The Arctic Patrol Mystery
- Author: Franklin W. Dixon
- Language: English
- Series: The Hardy Boys
- Genre: Detective, mystery
- Publisher: Grosset & Dunlap
- Publication date: 1969
- Publication place: United States
- Media type: Print (hardback & paperback)
- Pages: 176 pp
- ISBN: 0-448-08948-3
- OCLC: 38559604
- Preceded by: Mystery of the Whale Tattoo
- Followed by: The Bombay Boomerang

= The Arctic Patrol Mystery =

1969 novel by Franklin W. Dixon

The Arctic Patrol Mystery is the forty-eighth volume in the original The Hardy Boys series of mystery books for children and teens published by Grosset & Dunlap.
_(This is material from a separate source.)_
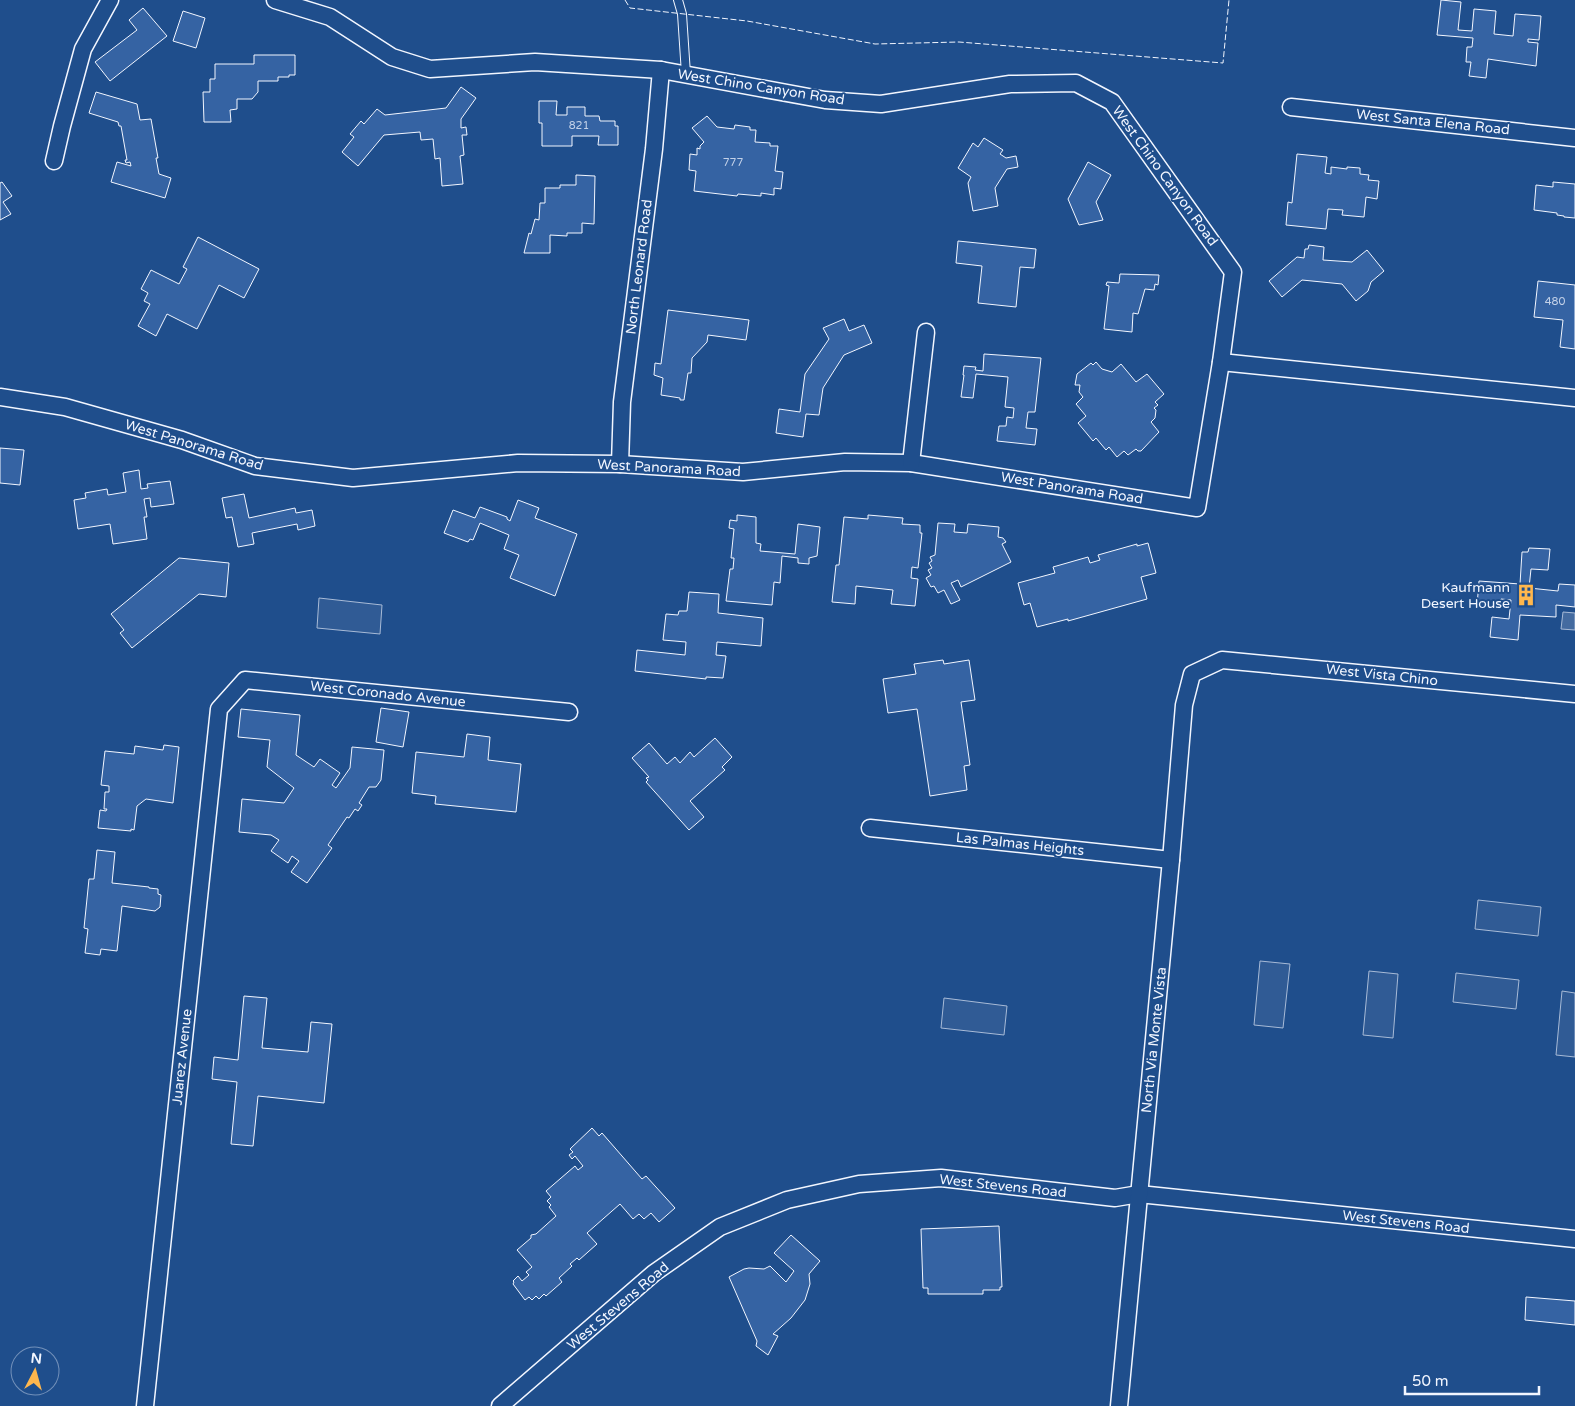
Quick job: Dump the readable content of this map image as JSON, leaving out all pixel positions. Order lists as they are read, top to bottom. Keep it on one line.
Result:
{"streets":{"street":["West Chino Canyon Road","West Santa Elena Road","North Leonard Road","West Panorama Road","West Vista Chino","West Coronado Avenue","Las Palmas Heights","North Via Monte Vista","Juarez Avenue","West Stevens Road"]},"crossings":[["West Chino Canyon Road","North Leonard Road"],["West Chino Canyon Road","West Panorama Road"],["North Leonard Road","West Panorama Road"],["West Vista Chino","North Via Monte Vista"],["West Coronado Avenue","Juarez Avenue"],["Las Palmas Heights","North Via Monte Vista"],["North Via Monte Vista","West Stevens Road"]],"places":{"building":["Kaufmann Desert House"]},"house_numbers":["821","777","480"],"scale_bar":"50 m","north":"top"}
This book was written for the Stratemeyer Syndicate by Andrew E. Svenson in 1969.

==Plot summary==
The Hardy Boys and Chet Morton fly to Iceland to look for Rex Hallbjornsson, a sailor owed a payout from an insurance company. Before they leave Bayport, someone attempts to kidnap Frank. An American astronaut has disappeared in Iceland while studying the volcanoes. Frank finds a glove which may have been dropped by the astronaut next to a sulfur pit. The Hardys take a flight on a private plane to Akureyri. The pilot is a phony and forces a landing on a glacier, where the Hardys are fooled by a phony rescue helicopter that picks up the phony pilot and leaves them behind. They try to use the radio, but the phony pilot has hidden the frequency crystal. They find it and make contact with the radio tower at Reykjavík. Another helicopter comes to pick up the Hardys. They go to Akureyri and visit a phony Rex Hallbjornsson. Returning to Reykjavík, they see Chet wandering in front of the hotel with a strange expression. They realize he has been drugged. Thinking someone might be in their room examining their belongings, they rush upstairs and find the phony pilot and his phony rescuer. Joe tries to grab the pilot, whose wig comes off. It is the phony Rex Hallbjornsson, who gets away with his partner. Chet and Biff Hooper, who has joined the others in Iceland, go to investigate a man named Hallbjornsson who might know Rex, while Frank and Joe go with a coast guard officer to look for Hallbjornsson at sea. After a devastating storm Frank sees a small raft, possibly with a motor, and thinks it might be the criminals. Over the course of a day or two, they put on disguises and act as phony crewmen for Rex Mar (the real Hallbjornsson, who has changed his name). Musselman, the phony Rex Hallbjornsson, is fooled by their disguises until Joe slips up by speaking English rather than Icelandic. The boys defeat the criminals in hand-to-hand combat and have them arrested. With the help of Biff who was kidnapped, the boys figure out how the remaining bad guys are going to transport the kidnapped astronaut. The kidnappers take over a plane and resist efforts to stop them but the astronaut and Chet, who was also kidnapped, break free and subdue them.